Problem details: Go through the entries below and return every line that contains "this".

─── Dataset content

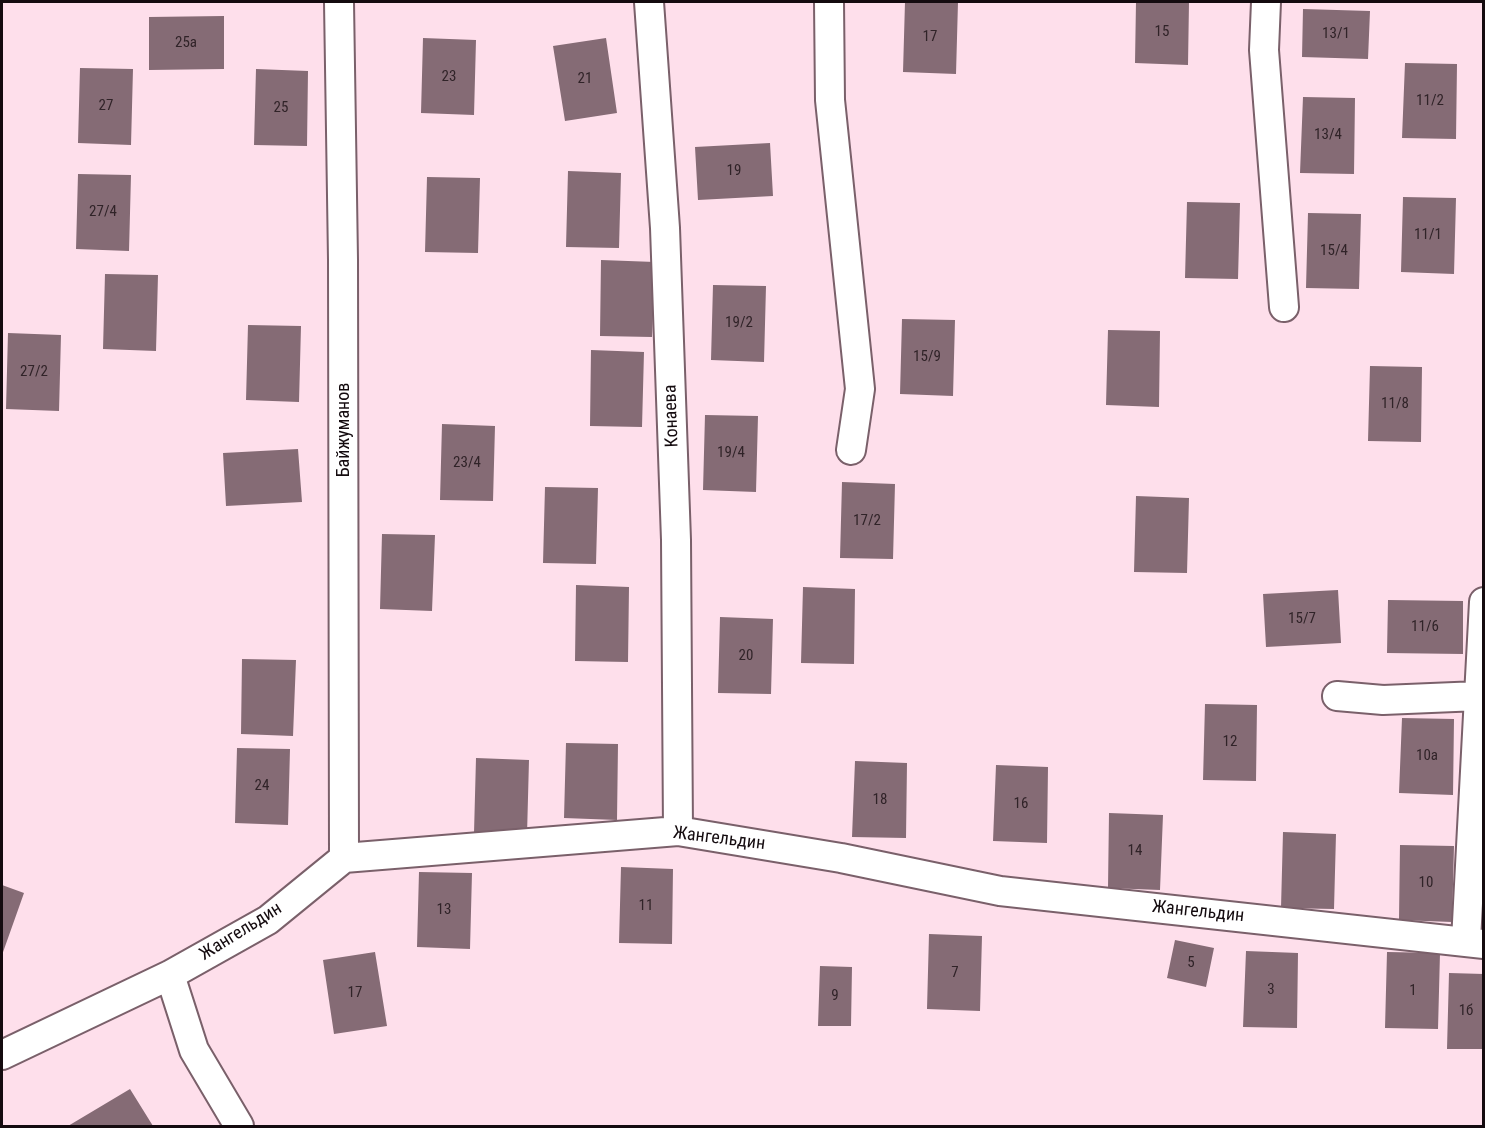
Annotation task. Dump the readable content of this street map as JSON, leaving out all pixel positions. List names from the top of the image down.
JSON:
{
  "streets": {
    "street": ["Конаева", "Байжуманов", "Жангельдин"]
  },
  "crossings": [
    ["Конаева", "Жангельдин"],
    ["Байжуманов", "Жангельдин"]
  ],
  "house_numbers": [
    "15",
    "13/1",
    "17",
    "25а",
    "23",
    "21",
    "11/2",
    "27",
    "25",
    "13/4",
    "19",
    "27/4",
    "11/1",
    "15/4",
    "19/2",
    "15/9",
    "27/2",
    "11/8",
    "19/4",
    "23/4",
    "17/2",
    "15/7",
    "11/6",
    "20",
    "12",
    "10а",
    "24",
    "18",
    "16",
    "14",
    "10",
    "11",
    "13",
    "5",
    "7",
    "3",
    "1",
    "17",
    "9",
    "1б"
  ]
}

──────
─── Dataset content

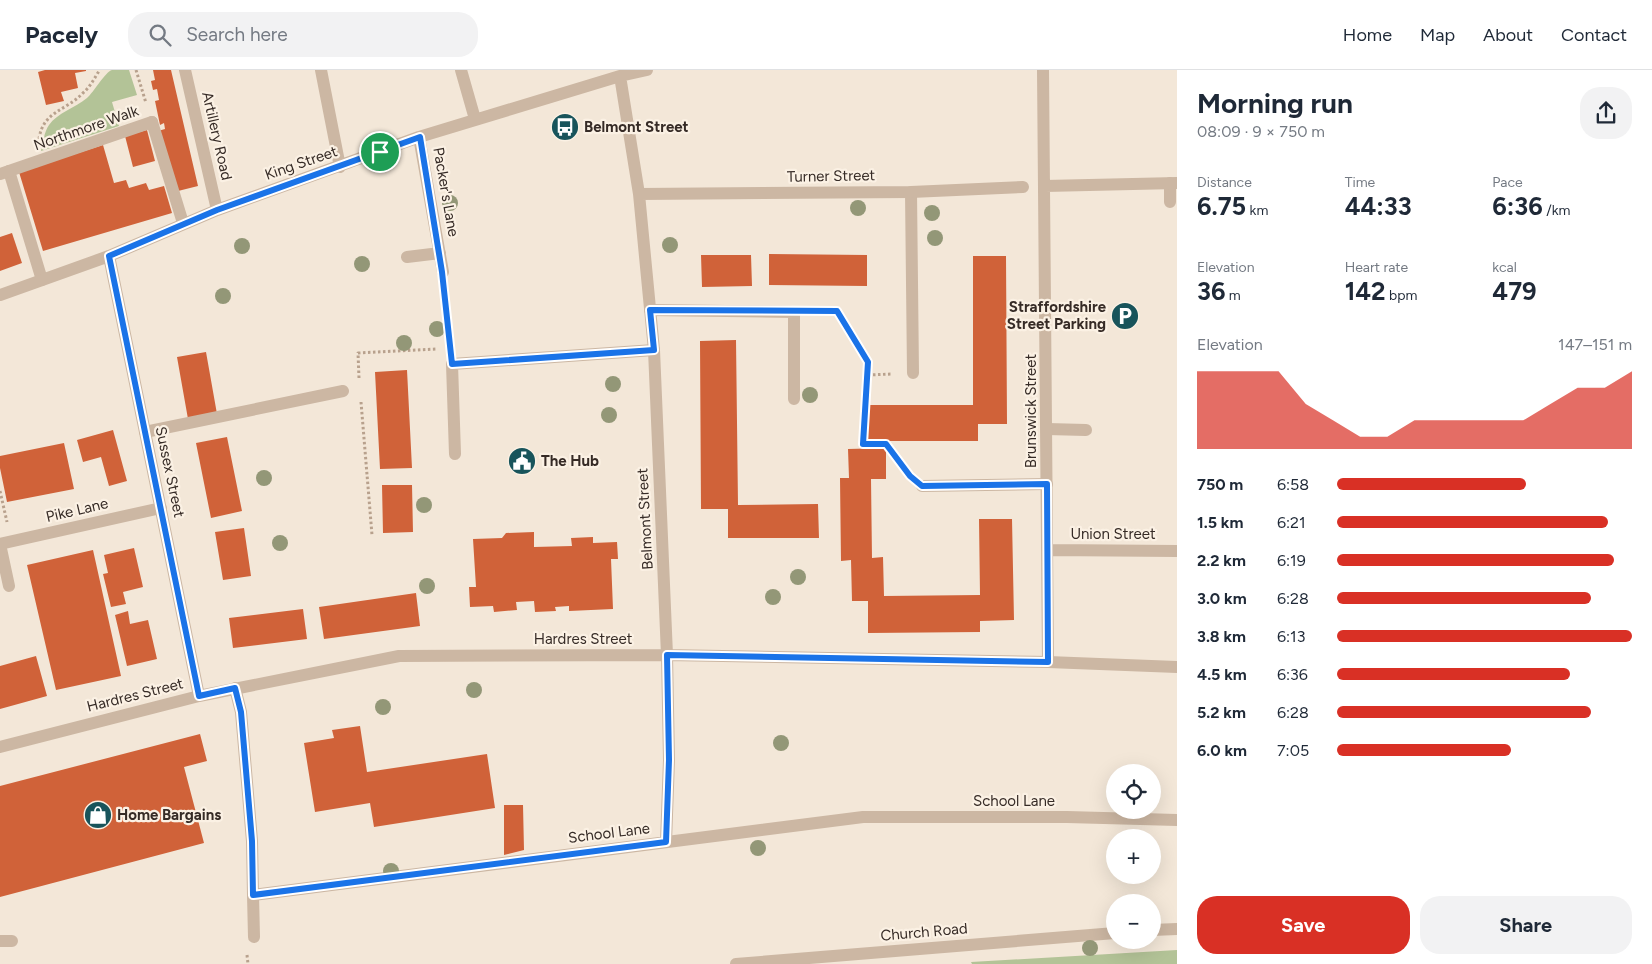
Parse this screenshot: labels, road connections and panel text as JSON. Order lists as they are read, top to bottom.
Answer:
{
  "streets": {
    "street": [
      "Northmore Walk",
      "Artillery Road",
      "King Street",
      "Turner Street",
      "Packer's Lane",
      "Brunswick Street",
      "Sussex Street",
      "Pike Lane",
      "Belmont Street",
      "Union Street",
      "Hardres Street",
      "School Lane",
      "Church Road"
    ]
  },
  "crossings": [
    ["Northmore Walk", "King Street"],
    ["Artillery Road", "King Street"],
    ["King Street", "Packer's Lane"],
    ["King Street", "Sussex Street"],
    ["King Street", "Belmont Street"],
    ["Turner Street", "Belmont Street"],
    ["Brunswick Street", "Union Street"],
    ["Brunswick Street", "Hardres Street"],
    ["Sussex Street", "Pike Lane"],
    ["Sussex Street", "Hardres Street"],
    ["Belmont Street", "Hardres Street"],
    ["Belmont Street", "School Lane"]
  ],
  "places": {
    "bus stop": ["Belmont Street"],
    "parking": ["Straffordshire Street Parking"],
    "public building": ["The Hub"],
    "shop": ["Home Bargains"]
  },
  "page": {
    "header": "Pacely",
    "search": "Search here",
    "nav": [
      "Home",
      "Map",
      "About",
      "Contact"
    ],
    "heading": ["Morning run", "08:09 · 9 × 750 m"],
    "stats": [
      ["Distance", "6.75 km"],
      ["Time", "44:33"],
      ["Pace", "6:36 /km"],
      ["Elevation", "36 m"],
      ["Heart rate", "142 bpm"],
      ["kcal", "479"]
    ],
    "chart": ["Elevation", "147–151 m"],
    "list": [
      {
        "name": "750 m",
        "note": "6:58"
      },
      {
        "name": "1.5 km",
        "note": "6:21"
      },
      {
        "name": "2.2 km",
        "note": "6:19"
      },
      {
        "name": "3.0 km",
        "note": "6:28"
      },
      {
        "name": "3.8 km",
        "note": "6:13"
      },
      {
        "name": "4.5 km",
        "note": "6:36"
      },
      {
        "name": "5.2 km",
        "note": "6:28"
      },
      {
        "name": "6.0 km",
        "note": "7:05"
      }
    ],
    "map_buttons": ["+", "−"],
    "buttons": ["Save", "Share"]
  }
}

──────
─── Dataset content

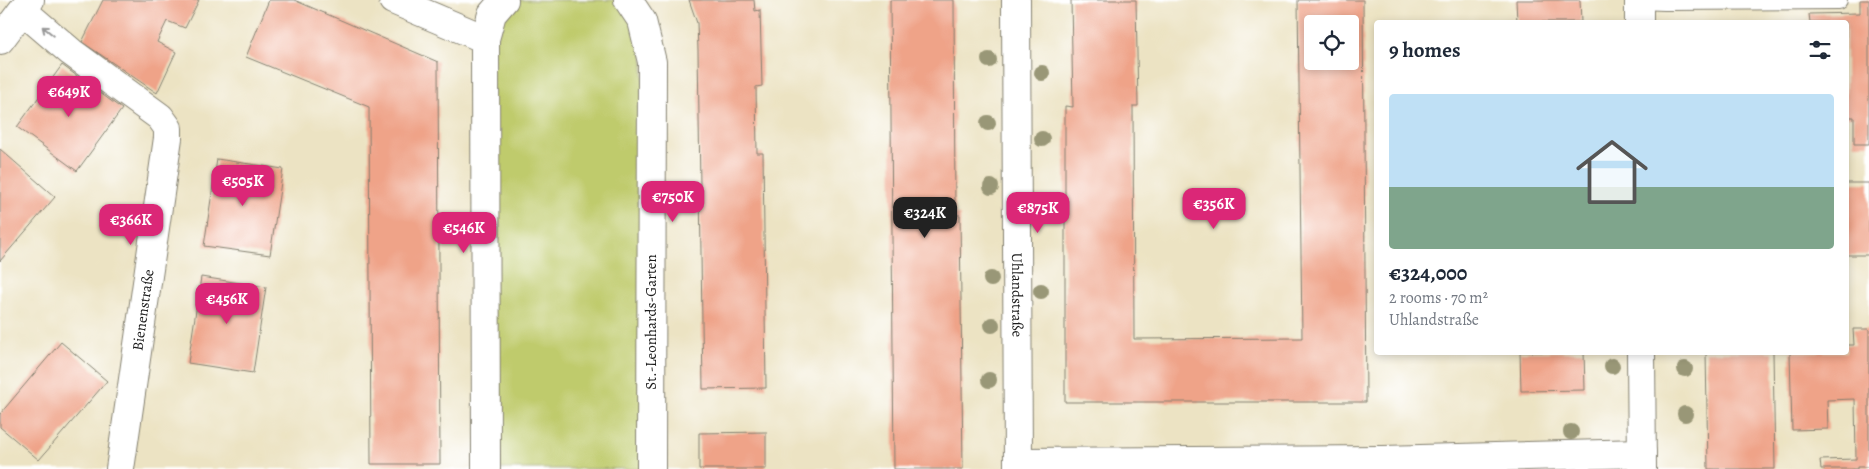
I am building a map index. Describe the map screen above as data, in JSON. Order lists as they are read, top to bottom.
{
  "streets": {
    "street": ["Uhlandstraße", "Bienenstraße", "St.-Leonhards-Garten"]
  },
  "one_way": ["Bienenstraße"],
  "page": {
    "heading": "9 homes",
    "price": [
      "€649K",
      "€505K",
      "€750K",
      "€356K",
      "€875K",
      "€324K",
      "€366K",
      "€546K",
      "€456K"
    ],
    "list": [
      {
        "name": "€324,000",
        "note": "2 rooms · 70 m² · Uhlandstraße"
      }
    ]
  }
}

──────

Task result:
Annotation task. Dump the readable content of this street map as JSON, leaving out all pixel positions. List names from the top of the image down.
Parse this screenshot: labels, road connections and panel text as JSON. Order lists as they are read, top to bottom.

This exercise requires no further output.